*** Block opens ***

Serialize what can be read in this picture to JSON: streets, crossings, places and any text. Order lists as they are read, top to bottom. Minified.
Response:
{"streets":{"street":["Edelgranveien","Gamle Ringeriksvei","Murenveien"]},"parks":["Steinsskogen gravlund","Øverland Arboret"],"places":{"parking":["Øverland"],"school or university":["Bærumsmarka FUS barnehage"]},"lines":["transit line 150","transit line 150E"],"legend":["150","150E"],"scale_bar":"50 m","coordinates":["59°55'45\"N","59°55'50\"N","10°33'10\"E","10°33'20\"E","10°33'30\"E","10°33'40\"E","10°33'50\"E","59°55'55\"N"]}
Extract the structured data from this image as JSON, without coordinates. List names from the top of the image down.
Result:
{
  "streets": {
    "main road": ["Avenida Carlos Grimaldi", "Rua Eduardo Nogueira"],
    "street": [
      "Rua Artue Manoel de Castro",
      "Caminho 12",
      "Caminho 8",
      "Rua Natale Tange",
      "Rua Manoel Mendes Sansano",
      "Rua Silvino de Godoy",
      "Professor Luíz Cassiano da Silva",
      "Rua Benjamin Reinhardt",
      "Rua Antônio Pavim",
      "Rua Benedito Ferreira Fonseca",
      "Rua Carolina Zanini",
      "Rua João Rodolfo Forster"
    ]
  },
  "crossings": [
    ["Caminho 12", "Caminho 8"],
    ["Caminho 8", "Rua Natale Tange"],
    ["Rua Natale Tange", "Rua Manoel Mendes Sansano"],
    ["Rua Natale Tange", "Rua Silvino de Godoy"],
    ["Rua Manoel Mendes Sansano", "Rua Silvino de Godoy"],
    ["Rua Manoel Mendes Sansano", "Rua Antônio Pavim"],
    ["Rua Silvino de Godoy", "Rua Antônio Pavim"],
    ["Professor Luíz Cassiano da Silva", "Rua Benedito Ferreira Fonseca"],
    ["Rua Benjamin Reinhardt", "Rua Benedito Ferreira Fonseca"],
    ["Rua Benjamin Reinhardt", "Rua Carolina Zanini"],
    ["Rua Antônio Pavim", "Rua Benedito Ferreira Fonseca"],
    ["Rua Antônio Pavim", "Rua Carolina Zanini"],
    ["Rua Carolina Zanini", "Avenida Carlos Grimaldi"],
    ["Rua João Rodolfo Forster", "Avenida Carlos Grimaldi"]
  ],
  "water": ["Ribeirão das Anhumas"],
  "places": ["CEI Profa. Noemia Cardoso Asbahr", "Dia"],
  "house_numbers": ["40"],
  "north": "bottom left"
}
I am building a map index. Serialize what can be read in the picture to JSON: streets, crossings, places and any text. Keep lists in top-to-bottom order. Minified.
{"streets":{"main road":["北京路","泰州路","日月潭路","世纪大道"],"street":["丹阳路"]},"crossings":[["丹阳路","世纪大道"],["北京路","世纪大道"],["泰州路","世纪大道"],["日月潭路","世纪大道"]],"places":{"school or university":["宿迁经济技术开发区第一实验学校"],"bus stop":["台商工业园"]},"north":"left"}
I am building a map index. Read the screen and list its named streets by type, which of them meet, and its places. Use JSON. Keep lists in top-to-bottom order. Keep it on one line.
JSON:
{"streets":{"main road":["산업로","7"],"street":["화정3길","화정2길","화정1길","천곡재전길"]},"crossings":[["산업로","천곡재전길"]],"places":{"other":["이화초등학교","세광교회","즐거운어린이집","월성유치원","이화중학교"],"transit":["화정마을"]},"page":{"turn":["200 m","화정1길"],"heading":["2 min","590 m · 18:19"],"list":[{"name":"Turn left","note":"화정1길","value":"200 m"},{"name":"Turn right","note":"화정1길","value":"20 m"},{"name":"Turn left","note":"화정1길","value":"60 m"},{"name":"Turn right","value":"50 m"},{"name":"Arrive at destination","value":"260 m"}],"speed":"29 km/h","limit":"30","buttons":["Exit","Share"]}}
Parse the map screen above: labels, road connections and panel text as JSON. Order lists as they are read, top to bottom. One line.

*** Block closes ***

- [PROBLEM] Give back the complete data exactly as supplied.

- [TASK RESPONSE]
Serialize what can be read in this picture to JSON: streets, crossings, places and any text. Order lists as they are read, top to bottom. Minified.
Response:
{"streets":{"street":["Edelgranveien","Gamle Ringeriksvei","Murenveien"]},"parks":["Steinsskogen gravlund","Øverland Arboret"],"places":{"parking":["Øverland"],"school or university":["Bærumsmarka FUS barnehage"]},"lines":["transit line 150","transit line 150E"],"legend":["150","150E"],"scale_bar":"50 m","coordinates":["59°55'45\"N","59°55'50\"N","10°33'10\"E","10°33'20\"E","10°33'30\"E","10°33'40\"E","10°33'50\"E","59°55'55\"N"]}
Extract the structured data from this image as JSON, without coordinates. List names from the top of the image down.
Result:
{
  "streets": {
    "main road": ["Avenida Carlos Grimaldi", "Rua Eduardo Nogueira"],
    "street": [
      "Rua Artue Manoel de Castro",
      "Caminho 12",
      "Caminho 8",
      "Rua Natale Tange",
      "Rua Manoel Mendes Sansano",
      "Rua Silvino de Godoy",
      "Professor Luíz Cassiano da Silva",
      "Rua Benjamin Reinhardt",
      "Rua Antônio Pavim",
      "Rua Benedito Ferreira Fonseca",
      "Rua Carolina Zanini",
      "Rua João Rodolfo Forster"
    ]
  },
  "crossings": [
    ["Caminho 12", "Caminho 8"],
    ["Caminho 8", "Rua Natale Tange"],
    ["Rua Natale Tange", "Rua Manoel Mendes Sansano"],
    ["Rua Natale Tange", "Rua Silvino de Godoy"],
    ["Rua Manoel Mendes Sansano", "Rua Silvino de Godoy"],
    ["Rua Manoel Mendes Sansano", "Rua Antônio Pavim"],
    ["Rua Silvino de Godoy", "Rua Antônio Pavim"],
    ["Professor Luíz Cassiano da Silva", "Rua Benedito Ferreira Fonseca"],
    ["Rua Benjamin Reinhardt", "Rua Benedito Ferreira Fonseca"],
    ["Rua Benjamin Reinhardt", "Rua Carolina Zanini"],
    ["Rua Antônio Pavim", "Rua Benedito Ferreira Fonseca"],
    ["Rua Antônio Pavim", "Rua Carolina Zanini"],
    ["Rua Carolina Zanini", "Avenida Carlos Grimaldi"],
    ["Rua João Rodolfo Forster", "Avenida Carlos Grimaldi"]
  ],
  "water": ["Ribeirão das Anhumas"],
  "places": ["CEI Profa. Noemia Cardoso Asbahr", "Dia"],
  "house_numbers": ["40"],
  "north": "bottom left"
}
I am building a map index. Serialize what can be read in the picture to JSON: streets, crossings, places and any text. Keep lists in top-to-bottom order. Minified.
{"streets":{"main road":["北京路","泰州路","日月潭路","世纪大道"],"street":["丹阳路"]},"crossings":[["丹阳路","世纪大道"],["北京路","世纪大道"],["泰州路","世纪大道"],["日月潭路","世纪大道"]],"places":{"school or university":["宿迁经济技术开发区第一实验学校"],"bus stop":["台商工业园"]},"north":"left"}
I am building a map index. Read the screen and list its named streets by type, which of them meet, and its places. Use JSON. Keep lists in top-to-bottom order. Keep it on one line.
JSON:
{"streets":{"main road":["산업로","7"],"street":["화정3길","화정2길","화정1길","천곡재전길"]},"crossings":[["산업로","천곡재전길"]],"places":{"other":["이화초등학교","세광교회","즐거운어린이집","월성유치원","이화중학교"],"transit":["화정마을"]},"page":{"turn":["200 m","화정1길"],"heading":["2 min","590 m · 18:19"],"list":[{"name":"Turn left","note":"화정1길","value":"200 m"},{"name":"Turn right","note":"화정1길","value":"20 m"},{"name":"Turn left","note":"화정1길","value":"60 m"},{"name":"Turn right","value":"50 m"},{"name":"Arrive at destination","value":"260 m"}],"speed":"29 km/h","limit":"30","buttons":["Exit","Share"]}}
Parse the map screen above: labels, road connections and panel text as JSON. Order lists as they are read, top to bottom. One line.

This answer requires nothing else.